• What you have to do: Stopping right after the line with "2px #8d765c) drop-shadow(0", please reproduce the material below exactly from its first line.

___

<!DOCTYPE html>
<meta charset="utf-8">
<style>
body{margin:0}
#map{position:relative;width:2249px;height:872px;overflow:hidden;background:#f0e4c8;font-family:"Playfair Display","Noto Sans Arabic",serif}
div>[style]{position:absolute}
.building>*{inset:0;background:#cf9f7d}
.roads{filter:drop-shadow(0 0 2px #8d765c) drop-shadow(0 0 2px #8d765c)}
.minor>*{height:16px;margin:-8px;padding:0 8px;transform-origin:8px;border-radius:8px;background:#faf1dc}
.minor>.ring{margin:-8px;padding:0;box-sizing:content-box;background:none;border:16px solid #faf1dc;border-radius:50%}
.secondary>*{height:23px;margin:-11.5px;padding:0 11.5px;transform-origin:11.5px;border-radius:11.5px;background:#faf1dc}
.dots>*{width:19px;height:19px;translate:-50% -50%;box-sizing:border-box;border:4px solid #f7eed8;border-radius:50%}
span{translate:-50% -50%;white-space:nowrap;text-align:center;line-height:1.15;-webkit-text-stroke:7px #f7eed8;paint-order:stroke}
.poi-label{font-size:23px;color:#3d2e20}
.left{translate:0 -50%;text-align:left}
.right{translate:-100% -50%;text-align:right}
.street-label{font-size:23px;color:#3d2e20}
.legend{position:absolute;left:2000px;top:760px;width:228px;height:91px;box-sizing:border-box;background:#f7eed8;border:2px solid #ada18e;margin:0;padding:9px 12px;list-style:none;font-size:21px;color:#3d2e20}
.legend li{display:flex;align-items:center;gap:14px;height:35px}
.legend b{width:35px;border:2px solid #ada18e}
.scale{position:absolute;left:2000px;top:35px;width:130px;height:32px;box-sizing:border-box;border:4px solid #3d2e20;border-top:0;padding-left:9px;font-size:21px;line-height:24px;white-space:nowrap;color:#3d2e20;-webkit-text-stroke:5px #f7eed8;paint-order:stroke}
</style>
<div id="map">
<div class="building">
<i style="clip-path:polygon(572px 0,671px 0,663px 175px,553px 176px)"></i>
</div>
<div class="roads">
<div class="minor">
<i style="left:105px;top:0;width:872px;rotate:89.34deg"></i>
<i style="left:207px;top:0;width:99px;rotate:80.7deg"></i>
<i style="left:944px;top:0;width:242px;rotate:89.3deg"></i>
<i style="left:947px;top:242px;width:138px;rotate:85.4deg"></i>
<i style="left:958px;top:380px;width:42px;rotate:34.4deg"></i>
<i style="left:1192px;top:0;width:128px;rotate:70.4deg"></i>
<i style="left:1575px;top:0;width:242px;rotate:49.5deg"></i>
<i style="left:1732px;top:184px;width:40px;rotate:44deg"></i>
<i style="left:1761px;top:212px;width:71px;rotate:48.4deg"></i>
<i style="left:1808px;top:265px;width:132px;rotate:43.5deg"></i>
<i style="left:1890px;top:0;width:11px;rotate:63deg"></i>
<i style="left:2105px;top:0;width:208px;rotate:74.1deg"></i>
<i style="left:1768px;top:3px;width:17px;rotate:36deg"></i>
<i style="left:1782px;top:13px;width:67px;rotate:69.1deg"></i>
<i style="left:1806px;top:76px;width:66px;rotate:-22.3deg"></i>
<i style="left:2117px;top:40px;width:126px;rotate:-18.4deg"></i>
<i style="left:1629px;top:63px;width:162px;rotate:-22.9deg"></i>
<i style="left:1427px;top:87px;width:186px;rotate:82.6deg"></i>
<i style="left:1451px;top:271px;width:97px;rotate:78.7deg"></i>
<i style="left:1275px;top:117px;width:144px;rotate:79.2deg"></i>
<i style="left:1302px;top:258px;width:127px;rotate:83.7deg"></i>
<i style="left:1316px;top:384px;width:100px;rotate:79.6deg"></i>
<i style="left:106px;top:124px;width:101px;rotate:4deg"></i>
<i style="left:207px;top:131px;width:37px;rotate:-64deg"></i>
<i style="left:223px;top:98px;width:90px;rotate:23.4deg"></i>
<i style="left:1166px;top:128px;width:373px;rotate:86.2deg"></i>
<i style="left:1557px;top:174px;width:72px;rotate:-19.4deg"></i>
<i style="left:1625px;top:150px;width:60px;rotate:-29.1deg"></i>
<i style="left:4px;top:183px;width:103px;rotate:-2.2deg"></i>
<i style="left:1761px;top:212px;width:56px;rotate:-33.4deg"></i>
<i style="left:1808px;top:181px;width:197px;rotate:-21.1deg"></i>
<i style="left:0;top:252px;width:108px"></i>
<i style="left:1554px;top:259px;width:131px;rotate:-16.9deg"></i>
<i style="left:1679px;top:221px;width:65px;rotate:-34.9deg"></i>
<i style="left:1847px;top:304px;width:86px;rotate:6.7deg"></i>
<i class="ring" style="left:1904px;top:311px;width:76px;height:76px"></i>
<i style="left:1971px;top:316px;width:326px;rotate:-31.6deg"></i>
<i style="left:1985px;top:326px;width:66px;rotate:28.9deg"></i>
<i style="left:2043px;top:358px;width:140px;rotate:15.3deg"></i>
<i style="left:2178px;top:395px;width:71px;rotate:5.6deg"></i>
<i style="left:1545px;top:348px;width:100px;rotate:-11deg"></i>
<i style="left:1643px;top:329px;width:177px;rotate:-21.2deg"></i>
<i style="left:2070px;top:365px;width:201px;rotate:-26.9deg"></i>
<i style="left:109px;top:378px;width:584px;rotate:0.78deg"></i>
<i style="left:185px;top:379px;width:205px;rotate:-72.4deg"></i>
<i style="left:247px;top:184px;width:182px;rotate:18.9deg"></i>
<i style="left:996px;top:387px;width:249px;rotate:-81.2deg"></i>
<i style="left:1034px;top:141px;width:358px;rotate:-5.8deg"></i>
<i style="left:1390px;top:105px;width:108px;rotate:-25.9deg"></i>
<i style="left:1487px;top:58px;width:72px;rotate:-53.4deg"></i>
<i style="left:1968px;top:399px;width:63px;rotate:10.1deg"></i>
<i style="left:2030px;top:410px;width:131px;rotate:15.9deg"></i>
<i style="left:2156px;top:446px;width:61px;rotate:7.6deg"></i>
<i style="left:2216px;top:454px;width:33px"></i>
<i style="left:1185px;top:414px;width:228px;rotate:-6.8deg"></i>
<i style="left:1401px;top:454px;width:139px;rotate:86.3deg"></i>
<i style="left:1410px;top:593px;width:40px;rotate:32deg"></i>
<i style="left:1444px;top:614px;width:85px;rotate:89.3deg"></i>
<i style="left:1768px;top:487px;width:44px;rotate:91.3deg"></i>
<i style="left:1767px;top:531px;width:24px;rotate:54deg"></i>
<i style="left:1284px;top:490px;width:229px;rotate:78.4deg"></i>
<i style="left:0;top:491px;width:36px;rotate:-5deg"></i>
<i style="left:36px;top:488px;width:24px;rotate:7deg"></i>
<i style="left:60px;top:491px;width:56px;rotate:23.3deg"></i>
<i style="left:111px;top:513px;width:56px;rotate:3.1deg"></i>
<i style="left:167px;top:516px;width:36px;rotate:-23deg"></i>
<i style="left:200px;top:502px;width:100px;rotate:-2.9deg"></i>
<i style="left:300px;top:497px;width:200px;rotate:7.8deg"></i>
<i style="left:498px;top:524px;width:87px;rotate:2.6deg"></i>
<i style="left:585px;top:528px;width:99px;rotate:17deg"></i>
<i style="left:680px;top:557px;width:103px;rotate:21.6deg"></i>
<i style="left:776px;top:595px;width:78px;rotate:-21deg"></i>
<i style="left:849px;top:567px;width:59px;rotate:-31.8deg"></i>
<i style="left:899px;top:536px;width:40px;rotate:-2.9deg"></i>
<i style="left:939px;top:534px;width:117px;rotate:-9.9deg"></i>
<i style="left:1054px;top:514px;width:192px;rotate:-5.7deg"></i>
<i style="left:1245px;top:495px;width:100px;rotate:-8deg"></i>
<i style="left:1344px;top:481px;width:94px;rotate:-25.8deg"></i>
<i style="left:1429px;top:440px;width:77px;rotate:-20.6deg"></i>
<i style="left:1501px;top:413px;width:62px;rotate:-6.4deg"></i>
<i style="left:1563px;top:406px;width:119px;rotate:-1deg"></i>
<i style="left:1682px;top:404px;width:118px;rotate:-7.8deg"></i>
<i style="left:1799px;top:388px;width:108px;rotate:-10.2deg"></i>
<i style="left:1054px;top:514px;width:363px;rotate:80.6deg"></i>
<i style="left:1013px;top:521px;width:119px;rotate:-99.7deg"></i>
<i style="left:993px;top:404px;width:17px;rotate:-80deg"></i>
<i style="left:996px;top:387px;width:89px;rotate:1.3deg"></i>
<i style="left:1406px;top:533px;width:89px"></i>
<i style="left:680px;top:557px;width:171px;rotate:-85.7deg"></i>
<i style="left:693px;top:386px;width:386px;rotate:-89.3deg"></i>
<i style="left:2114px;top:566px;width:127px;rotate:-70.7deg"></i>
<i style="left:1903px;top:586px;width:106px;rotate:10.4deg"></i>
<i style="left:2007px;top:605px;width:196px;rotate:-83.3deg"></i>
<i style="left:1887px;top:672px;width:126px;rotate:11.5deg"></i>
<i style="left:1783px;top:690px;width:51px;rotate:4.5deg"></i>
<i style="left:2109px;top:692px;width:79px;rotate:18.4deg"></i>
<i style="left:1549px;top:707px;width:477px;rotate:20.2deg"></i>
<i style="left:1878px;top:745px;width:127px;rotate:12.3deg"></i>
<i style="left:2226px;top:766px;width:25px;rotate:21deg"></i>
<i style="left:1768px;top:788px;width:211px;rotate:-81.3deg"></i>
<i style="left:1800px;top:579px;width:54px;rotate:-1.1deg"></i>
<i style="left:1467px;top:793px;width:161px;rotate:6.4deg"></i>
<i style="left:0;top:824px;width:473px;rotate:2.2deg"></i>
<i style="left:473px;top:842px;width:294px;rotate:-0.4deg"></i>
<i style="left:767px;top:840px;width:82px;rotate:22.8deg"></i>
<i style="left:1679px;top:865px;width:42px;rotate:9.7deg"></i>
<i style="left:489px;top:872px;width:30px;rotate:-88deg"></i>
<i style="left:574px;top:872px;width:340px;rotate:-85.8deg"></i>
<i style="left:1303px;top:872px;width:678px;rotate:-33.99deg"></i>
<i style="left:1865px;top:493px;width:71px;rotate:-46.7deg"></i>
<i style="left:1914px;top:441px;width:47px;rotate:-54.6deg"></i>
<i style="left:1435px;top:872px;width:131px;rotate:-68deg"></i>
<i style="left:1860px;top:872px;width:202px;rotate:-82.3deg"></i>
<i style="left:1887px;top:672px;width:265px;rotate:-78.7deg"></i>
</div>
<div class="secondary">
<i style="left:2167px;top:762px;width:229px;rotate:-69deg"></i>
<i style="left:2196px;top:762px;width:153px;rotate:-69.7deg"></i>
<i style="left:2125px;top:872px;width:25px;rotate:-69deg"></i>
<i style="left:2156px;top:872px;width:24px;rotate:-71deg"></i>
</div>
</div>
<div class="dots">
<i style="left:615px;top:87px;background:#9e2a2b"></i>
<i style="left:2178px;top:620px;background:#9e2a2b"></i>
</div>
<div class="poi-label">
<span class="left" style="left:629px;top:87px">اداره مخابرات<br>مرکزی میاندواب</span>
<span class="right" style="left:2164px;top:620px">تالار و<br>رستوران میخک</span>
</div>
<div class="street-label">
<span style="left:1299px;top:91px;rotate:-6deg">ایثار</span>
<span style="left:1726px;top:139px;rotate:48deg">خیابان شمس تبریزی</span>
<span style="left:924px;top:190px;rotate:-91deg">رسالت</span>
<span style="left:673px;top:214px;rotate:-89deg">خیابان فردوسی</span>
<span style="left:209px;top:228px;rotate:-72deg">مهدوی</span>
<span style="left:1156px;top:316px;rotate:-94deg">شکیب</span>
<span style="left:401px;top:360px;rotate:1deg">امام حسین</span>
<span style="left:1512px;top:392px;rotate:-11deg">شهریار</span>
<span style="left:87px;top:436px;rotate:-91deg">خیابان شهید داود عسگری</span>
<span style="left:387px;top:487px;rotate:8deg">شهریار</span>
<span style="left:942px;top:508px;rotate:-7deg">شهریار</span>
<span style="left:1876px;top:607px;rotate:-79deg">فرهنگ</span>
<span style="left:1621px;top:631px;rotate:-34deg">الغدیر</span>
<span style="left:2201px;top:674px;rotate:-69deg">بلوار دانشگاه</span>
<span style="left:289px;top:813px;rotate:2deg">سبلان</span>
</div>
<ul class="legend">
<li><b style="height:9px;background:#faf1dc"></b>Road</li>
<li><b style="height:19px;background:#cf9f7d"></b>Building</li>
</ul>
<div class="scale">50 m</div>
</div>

___

• Response box:
<!DOCTYPE html>
<meta charset="utf-8">
<style>
body{margin:0}
#map{position:relative;width:2249px;height:872px;overflow:hidden;background:#f0e4c8;font-family:"Playfair Display","Noto Sans Arabic",serif}
div>[style]{position:absolute}
.building>*{inset:0;background:#cf9f7d}
.roads{filter:drop-shadow(0 0 2px #8d765c) drop-shadow(0 0 2px #8d765c)}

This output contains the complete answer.